Searching sample data
    • PDF

    Searching sample data

    • PDF

    Article Summary

    Available in Classic and VPC

    When creating a databox, search and shopping-related sample data is provided. Since external communications are blocked after data supply is requested, you can use the sample data to set the analysis environment beforehand. The following describes how to view sample data in Cloud Hadoop and the Ncloud TensorFlow Server. For a detailed description of the data, refer to Detailed description of provided data.

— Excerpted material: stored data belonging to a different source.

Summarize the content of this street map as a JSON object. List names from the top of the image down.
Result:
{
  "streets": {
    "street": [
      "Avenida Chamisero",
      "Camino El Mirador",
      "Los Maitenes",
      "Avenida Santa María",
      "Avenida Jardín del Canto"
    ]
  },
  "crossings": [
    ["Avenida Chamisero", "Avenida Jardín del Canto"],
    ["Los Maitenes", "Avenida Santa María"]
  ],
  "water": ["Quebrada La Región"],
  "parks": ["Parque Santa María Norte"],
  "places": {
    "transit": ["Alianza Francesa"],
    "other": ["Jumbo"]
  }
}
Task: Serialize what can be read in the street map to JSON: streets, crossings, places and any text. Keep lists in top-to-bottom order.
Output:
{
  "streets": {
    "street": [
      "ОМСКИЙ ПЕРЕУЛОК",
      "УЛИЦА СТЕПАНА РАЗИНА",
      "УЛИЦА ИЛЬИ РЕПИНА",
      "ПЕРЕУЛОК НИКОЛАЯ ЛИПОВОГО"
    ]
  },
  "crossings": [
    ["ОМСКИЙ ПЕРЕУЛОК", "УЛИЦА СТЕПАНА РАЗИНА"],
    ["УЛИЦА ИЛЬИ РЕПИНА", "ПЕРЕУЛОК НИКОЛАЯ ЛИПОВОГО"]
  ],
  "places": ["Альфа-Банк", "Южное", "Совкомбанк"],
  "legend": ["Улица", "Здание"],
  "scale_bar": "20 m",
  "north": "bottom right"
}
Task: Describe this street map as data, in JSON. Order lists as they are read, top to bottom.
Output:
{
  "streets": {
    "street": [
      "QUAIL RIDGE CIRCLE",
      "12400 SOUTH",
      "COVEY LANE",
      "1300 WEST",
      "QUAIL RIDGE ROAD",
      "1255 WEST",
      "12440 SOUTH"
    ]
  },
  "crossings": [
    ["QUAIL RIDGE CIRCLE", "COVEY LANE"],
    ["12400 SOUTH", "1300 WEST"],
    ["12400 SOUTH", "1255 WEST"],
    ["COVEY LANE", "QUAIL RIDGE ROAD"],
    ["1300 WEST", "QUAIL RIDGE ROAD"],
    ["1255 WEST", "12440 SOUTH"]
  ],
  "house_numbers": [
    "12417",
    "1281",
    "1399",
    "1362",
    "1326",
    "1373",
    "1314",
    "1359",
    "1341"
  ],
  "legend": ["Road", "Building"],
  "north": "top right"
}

    View sample data in Cloud Hadoop

    1. Check sample data location

    Sample data is uploaded to the following path in Hadoop HDFS.
    /user/ncp/sample

    2. Check files in HDFS

    You can check the sample files uploaded to HDFS by accessing HUE through a web browser from Connect Server.

    • HUE: https://edge node IP:8081
      databox-sample-00

    3. View data by creating Hive external table

    After connecting to HUE, you can use the sample data file to create a Hive external table in Hive Query Editor.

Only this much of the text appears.